The reserves are actually a 25-year loan
An Interesting Budget
A reader sent me the current Budget for his condo tower in Peel Region. He explains:
There are no legal fees hidden in the reserve funding – just the loan and the interest costs. Owners have asked at every AGM why it is buried this way and are told this concept is from the loan company. Their sales pitch is that the loan becomes part of the Reserve Fund costs.
Most owners don’t know that the loans had five-year terms with 5-year amortization.
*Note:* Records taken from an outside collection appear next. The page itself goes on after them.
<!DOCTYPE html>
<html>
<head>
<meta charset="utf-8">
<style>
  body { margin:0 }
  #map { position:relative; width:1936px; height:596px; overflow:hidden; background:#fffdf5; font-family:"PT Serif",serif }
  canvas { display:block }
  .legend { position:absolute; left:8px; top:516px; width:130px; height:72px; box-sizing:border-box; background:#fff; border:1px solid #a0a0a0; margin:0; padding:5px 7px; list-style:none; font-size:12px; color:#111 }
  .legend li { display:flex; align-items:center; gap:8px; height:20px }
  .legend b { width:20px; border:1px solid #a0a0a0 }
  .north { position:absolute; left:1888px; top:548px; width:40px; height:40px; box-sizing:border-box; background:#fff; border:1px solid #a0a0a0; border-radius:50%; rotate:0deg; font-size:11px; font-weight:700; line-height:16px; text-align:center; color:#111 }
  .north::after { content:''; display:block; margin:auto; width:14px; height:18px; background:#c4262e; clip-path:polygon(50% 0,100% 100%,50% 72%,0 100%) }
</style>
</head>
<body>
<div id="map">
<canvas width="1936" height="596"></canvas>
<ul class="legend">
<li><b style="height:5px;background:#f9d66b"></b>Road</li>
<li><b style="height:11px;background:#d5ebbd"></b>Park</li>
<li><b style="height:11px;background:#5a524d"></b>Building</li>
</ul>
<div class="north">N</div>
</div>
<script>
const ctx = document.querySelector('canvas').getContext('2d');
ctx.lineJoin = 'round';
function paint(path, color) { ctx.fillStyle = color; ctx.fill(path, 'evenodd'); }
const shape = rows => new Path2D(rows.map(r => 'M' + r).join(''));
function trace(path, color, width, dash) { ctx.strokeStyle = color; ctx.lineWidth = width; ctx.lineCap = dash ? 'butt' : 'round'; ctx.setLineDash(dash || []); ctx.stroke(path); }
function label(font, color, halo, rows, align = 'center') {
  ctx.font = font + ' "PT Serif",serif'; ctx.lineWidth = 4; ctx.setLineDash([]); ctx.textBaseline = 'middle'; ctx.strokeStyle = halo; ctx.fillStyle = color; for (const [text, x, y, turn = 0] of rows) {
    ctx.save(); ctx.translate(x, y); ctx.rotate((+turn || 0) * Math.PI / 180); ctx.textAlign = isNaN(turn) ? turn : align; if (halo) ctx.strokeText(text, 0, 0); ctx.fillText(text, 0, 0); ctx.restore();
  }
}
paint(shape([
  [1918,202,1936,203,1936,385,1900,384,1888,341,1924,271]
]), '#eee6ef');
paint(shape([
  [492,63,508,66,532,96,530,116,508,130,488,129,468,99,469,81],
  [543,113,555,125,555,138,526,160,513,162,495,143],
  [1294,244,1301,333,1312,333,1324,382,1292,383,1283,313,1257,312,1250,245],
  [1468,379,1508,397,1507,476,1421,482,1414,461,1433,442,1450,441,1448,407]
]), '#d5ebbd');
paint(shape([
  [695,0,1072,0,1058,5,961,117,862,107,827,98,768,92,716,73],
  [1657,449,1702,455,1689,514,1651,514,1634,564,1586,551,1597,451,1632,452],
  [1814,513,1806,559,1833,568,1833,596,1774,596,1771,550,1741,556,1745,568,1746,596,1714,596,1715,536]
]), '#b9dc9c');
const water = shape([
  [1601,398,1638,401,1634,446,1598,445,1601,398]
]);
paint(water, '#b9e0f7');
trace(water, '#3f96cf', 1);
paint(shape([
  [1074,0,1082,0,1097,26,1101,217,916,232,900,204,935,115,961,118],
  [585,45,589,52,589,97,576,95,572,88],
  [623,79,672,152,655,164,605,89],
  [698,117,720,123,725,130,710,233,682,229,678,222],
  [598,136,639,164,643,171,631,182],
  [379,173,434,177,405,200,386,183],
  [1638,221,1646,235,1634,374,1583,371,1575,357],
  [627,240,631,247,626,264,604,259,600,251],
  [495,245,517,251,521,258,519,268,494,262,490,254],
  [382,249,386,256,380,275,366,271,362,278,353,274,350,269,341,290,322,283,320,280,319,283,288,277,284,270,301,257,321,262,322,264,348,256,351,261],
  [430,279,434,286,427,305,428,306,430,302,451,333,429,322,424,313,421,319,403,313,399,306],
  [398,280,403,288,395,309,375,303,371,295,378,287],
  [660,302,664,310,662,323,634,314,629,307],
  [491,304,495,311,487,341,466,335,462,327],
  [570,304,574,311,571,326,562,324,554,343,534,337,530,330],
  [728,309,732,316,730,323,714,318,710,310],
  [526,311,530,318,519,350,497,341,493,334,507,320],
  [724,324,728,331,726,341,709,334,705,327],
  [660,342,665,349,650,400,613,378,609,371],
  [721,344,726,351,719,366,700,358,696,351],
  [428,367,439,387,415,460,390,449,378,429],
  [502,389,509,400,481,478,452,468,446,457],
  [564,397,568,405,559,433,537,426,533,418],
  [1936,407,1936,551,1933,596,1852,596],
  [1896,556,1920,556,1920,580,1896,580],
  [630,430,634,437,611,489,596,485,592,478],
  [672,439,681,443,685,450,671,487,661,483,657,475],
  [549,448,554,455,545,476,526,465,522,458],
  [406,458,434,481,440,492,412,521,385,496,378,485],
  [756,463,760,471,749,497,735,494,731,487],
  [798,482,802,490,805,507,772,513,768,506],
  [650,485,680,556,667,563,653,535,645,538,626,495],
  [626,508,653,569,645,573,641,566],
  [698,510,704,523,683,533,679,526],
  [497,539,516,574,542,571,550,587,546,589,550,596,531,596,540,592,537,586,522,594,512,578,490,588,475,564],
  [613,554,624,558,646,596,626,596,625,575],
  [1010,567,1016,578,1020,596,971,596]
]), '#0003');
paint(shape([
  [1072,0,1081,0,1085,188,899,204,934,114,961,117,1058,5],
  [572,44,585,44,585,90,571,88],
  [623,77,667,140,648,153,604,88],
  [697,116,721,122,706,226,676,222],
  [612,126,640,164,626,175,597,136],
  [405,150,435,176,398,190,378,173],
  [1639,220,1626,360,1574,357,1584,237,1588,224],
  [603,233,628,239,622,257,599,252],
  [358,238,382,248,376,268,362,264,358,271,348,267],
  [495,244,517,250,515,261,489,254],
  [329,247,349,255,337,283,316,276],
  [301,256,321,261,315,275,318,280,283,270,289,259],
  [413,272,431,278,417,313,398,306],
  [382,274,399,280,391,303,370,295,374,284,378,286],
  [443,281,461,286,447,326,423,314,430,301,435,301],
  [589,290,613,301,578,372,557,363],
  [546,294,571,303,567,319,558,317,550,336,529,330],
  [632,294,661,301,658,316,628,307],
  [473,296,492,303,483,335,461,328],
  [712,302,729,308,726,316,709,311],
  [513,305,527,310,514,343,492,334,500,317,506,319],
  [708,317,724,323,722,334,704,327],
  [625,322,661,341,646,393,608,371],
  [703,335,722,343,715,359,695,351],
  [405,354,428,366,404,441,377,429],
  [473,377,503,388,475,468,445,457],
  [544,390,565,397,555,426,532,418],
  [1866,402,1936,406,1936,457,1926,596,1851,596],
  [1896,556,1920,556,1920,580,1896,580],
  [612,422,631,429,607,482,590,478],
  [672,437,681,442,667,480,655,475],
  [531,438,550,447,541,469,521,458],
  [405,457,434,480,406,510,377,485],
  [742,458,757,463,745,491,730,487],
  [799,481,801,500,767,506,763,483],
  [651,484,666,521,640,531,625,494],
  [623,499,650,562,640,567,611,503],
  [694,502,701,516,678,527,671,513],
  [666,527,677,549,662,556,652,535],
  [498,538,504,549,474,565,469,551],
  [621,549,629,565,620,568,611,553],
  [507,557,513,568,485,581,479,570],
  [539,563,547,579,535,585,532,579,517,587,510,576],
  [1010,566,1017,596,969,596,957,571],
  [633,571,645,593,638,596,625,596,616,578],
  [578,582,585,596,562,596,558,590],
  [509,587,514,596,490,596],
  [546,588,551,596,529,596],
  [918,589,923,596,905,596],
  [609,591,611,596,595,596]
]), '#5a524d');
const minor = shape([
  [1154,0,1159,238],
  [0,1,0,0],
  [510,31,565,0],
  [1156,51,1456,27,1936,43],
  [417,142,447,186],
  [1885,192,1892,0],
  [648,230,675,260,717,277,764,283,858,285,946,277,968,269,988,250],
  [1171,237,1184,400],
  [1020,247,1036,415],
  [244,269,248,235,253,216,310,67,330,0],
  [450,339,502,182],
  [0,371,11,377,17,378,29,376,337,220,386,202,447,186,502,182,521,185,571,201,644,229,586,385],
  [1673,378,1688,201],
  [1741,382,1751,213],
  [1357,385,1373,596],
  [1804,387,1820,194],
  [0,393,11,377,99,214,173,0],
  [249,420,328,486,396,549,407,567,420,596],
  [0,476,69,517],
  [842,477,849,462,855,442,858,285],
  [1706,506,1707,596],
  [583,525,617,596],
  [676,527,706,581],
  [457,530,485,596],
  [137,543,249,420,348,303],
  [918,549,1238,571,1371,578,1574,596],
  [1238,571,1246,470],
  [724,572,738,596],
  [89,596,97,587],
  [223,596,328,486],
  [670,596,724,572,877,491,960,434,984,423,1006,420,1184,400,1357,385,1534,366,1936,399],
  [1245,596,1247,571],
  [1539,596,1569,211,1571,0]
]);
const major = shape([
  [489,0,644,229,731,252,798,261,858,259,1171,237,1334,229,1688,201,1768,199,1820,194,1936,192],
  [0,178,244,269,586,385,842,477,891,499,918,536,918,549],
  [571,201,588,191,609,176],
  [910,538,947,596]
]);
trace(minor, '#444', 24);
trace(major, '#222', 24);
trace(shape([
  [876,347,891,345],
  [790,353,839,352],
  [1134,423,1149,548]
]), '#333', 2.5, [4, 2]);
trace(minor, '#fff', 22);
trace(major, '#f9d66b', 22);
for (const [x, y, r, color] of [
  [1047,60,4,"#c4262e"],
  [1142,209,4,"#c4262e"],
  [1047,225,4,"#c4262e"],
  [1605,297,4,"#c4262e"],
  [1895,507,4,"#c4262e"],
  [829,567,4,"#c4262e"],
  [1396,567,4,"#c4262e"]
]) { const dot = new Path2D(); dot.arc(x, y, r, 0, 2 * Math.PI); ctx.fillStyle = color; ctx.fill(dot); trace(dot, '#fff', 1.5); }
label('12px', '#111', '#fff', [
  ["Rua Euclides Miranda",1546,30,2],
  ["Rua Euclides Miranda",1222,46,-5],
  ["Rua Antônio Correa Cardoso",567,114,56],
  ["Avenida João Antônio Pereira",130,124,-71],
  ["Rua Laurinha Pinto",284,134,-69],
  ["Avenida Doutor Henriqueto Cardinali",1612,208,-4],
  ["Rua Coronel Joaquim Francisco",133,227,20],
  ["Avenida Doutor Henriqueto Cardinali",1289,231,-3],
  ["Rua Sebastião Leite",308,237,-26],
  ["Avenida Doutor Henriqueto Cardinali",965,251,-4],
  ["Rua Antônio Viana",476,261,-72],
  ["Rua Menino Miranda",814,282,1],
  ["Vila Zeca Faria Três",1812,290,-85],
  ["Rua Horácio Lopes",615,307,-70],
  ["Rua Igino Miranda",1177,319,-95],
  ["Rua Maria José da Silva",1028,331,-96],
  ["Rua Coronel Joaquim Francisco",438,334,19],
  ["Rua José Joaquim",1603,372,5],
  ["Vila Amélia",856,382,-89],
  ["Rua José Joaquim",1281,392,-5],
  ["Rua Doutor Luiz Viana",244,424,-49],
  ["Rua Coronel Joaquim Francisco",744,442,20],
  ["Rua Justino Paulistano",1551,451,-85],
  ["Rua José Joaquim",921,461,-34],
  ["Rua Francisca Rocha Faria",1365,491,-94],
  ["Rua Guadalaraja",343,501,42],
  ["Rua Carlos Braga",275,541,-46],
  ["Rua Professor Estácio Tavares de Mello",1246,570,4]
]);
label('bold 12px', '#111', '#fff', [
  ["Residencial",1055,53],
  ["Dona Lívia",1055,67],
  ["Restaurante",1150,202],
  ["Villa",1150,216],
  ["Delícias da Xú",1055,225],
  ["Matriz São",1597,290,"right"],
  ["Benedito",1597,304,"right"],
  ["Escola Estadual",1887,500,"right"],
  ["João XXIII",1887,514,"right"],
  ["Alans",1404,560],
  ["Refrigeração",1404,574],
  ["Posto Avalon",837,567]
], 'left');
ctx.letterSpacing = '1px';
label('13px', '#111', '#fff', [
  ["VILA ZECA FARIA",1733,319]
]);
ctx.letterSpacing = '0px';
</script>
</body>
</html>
By the time the windows are paid for, they will need to be replaced once again.
Items from the Budget
So the Reserves (including the loan principal and interest payments) eat up 39.16% of the annual expenses.
I am always amused by property management companies showing budget figures that pretend to be accurate to one-hundredth of a percentage point. In the above statement, wouldn’t the figures 18% and 39% be sufficient? Afterall, annual budgets are just estimates.
I don’t get it. I am not a math genius so I don’t understand how a surplus (positive) and a deficit (negative) become two positives.
Here is the first place in the Budget where they show the loan being paid out of the Reserves. By the way, the loan is not with a bank but with a finance company.
I understand that the loan was to pay for new windows. In 2022, the corporation paid $321,014 in loan payments and in 2023 it will pay $200,163 in interest for a total of $521,177. For the life of me, I don’t understand why these payments are split into two separate line items.
This $325,000 must be the $321,014 Reserve Loan payments. Drawing money from a loan really isn’t income; is it?
New condo floor plan
This is a layout for a new condo unit in Toronto. It is less than 500 square feet. Will these units sell? Sure they will.
The couch must be one of those condo-size ones. I keep looking at it and then looking across at the refrigerator. It will fit two people; maybe.
The patio door is the only source of sunlight. That is why there is a second patio door for the “sleeping alcove”. Toronto building codes insists that every bedroom has a window. This will do.